Con mia sorpresa è tutto libero, mi chiudo la porta alle spalle e inizio a camminare avanti e indietro per la stanza agitata.
Ho caldo, troppo caldo.
Tolgo la giacca che indosso e rimango con il top che ho messo poco fa.
Non posso credere che sia davvero lei, pensavo che ieri sera fosse stato solo frutto della mia immaginazione e invece lei esiste, Carina esiste e...
Sta con Jack e ha fatto sesso con me!
Oh mio Dio, che casino!!!
È ancora più bella alla luce del sole, penso chiudendo gli occhi e appoggiandomi alla parete fredda.
Li apro di scatto quando sento la porta aprirsi.
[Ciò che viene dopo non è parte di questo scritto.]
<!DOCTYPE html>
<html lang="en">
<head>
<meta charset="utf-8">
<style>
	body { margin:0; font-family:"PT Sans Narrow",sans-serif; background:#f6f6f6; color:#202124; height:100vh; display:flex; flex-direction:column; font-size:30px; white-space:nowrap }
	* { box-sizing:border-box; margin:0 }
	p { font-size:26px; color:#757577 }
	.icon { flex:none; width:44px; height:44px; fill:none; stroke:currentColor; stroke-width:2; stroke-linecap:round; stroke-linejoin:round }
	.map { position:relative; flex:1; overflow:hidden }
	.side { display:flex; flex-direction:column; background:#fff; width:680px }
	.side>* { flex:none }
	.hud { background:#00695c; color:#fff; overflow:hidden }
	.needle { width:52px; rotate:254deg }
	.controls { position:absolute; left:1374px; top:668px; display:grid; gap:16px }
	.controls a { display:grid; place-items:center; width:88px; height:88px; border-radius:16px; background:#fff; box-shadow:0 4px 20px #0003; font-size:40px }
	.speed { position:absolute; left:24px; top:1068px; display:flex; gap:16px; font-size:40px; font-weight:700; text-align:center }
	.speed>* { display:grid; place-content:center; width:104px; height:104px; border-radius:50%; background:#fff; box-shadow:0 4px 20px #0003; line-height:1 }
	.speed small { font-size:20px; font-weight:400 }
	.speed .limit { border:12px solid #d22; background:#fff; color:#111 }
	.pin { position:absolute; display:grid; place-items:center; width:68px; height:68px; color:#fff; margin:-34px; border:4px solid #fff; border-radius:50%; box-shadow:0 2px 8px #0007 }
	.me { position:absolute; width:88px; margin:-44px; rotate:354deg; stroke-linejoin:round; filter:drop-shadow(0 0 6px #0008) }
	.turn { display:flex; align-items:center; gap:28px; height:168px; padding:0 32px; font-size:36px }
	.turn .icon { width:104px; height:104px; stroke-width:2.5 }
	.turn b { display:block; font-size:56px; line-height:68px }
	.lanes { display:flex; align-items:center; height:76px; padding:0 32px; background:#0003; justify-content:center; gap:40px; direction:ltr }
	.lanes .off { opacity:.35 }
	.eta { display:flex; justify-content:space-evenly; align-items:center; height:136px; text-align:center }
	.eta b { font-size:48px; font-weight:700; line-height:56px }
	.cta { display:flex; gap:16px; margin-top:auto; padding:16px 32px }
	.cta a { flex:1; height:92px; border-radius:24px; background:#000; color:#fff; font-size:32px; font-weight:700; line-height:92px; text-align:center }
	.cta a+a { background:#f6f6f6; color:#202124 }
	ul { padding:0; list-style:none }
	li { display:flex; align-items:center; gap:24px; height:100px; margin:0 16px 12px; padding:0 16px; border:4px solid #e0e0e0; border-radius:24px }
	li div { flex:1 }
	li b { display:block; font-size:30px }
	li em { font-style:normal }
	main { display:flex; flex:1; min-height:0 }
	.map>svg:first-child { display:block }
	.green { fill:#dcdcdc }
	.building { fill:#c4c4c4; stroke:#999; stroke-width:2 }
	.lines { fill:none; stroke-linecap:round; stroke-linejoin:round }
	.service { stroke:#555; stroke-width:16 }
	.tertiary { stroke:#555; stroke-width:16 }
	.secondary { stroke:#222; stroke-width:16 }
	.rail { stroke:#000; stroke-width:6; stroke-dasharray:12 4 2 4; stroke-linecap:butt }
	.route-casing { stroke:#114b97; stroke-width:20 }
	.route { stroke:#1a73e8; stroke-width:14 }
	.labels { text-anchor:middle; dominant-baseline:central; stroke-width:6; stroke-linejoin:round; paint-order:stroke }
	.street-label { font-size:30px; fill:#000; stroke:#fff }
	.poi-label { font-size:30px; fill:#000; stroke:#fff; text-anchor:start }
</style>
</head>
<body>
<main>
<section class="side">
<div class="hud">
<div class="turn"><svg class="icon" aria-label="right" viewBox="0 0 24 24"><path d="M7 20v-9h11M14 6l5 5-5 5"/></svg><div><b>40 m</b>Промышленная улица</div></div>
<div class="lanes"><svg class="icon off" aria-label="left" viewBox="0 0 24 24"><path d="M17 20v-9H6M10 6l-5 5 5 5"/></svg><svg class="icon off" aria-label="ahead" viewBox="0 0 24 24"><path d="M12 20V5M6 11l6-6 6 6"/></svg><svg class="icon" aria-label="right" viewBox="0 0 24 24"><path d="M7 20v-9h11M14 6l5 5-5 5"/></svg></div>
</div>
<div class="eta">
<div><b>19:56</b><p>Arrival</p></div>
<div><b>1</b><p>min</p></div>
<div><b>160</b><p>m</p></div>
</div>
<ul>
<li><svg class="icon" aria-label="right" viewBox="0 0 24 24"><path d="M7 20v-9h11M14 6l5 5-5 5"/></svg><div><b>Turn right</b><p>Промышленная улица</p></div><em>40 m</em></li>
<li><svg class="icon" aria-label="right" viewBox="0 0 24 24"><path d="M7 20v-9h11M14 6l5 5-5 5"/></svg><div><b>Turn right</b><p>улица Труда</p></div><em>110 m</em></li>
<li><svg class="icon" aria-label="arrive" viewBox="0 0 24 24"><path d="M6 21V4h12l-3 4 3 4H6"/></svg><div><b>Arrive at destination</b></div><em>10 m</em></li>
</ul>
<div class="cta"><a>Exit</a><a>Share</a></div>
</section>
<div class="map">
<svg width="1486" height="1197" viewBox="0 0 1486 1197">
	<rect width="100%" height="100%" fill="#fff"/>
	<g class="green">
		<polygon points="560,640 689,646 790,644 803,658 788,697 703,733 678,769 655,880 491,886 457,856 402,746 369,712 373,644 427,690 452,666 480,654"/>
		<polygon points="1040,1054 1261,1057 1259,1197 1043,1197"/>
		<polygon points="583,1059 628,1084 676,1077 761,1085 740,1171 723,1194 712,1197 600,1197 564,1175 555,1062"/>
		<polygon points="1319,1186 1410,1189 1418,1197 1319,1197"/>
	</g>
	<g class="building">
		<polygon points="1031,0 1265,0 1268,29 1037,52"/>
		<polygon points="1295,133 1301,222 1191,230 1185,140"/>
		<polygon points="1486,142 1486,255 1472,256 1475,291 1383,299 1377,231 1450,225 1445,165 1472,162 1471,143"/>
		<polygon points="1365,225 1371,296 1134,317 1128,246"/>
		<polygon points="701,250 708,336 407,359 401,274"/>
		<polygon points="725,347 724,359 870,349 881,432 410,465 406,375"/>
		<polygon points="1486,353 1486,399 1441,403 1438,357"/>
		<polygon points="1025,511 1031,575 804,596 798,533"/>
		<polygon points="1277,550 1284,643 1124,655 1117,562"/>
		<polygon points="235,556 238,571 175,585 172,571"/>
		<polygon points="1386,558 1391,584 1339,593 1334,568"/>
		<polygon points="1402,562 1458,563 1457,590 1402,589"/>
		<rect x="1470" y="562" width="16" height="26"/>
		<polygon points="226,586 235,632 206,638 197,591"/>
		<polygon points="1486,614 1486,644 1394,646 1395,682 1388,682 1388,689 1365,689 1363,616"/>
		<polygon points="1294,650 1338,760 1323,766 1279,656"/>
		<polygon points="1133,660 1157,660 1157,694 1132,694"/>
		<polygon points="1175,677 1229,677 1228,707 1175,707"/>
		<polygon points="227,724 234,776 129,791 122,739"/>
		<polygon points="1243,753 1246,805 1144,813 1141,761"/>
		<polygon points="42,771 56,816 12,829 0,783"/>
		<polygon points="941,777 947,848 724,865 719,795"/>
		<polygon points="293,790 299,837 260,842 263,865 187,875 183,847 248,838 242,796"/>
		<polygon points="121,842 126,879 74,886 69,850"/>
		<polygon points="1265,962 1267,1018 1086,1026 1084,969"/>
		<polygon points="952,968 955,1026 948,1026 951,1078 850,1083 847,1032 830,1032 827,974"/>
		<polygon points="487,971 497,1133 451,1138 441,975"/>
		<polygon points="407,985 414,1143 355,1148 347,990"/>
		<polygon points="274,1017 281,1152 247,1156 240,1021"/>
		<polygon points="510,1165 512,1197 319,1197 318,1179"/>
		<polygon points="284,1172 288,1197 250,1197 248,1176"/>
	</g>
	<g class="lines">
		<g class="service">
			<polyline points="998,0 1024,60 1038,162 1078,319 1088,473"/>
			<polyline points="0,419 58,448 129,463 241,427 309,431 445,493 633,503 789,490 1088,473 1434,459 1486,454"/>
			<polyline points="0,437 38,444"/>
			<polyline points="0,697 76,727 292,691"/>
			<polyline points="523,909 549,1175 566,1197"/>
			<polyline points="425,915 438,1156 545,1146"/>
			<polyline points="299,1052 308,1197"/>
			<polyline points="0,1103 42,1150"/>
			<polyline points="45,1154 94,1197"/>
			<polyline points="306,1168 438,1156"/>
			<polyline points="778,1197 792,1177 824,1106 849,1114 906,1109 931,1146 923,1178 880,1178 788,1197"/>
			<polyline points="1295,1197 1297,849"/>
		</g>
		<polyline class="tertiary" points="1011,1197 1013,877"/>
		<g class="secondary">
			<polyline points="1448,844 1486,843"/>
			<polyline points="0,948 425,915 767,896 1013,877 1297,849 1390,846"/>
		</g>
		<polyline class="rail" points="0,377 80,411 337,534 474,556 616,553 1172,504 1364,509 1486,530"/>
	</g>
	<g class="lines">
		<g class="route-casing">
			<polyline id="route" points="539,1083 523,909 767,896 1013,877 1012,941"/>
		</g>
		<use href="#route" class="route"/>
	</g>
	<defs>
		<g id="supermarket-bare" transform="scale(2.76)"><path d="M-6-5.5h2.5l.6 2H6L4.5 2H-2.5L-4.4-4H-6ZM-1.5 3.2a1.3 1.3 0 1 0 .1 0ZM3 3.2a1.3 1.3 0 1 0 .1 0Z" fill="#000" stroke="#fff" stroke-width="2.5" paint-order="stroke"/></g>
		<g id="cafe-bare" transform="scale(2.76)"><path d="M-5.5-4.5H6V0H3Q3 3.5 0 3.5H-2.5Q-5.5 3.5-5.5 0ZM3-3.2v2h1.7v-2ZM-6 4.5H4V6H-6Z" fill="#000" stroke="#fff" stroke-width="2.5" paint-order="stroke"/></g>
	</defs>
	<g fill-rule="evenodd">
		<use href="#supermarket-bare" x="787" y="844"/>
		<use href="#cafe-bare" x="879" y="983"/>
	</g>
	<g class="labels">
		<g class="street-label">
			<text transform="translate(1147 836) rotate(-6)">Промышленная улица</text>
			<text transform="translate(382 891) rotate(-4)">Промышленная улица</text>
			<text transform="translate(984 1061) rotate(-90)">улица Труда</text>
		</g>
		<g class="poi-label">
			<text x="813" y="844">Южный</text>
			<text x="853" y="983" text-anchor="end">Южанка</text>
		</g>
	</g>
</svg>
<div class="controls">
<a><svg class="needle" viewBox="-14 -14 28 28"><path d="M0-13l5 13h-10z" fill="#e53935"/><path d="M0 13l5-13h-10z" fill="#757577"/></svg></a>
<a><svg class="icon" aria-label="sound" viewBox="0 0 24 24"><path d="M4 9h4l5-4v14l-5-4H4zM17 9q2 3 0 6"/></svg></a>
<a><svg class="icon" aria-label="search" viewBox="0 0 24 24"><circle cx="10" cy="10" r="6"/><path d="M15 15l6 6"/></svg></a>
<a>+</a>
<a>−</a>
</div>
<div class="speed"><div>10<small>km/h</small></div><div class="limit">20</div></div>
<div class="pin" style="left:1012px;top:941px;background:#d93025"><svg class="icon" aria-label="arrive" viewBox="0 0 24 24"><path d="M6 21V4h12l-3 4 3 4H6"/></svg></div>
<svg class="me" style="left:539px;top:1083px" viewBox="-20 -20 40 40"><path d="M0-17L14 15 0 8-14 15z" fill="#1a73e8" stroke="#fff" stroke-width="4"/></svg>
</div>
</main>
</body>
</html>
<Maya> sussurra Carina avvicinandosi.
<Cosa... Cosa fai qui?> squittisco nel panico.
<Sembravi arrabbiata e volevo accertarmi che stessi bene> sorride sincera.
<Io, sto bene. Va tutto bene> mento.
<Ne sei sicura?> domanda fermandosi a pochi centimetri da me.
Non posso fare a meno di guardarle le labbra con desiderio. Le ricordo perfettamente, calde e soffici. Lei fa lo stesso, prima che i suoi occhi tornino a fissare i miei.
Mi afferra per il polso e mi tira verso di sé. Sbatto contro il suo seno mentre con l'altra mano sul mio collo mi avvicina al suo viso fino a quando le nostre labbra si uniscono.
Un fremito mi attraversa, la sua bocca è calda proprio come la ricordavo. Piacevoli brividi mi attraversano da capo a piedi.
La sua lingua spinge per entrare, dischiudo le labbra e la accolgo, accarezzandola con la mia. Il mio ventre si contrae e non riesco più a rispondere delle mie azioni.
Immergo le dita in mezzo ai suoi lunghi capelli e le mordo un labbro facendola gemere. La lascio andare e la sua bocca si sposta sul mio collo, fa scorrere la lingua fino ad arrivare al mio petto. Infila la mano sotto il top e con avidità mi accarezza il seno.
Il mio respiro accellera quando la sua mano scende verso il bottone dei jeans.
Prima che possa riuscire ad abbassare la zip, ci allontaniamo di scatto quando un gruppetto di ragazze entra in bagno cogliendoci di sorpresa.
Torno al presente ricordando a me stessa che quello che abbiamo fatto e quello che stava per succedere qui dentro è maledettamente sbagliato.
Mi do una sistemata e ci guardiamo ancora un'ultima volta.
<Mi dispiace Carina , ma non posso> e senza dire niente vado via lasciandola li.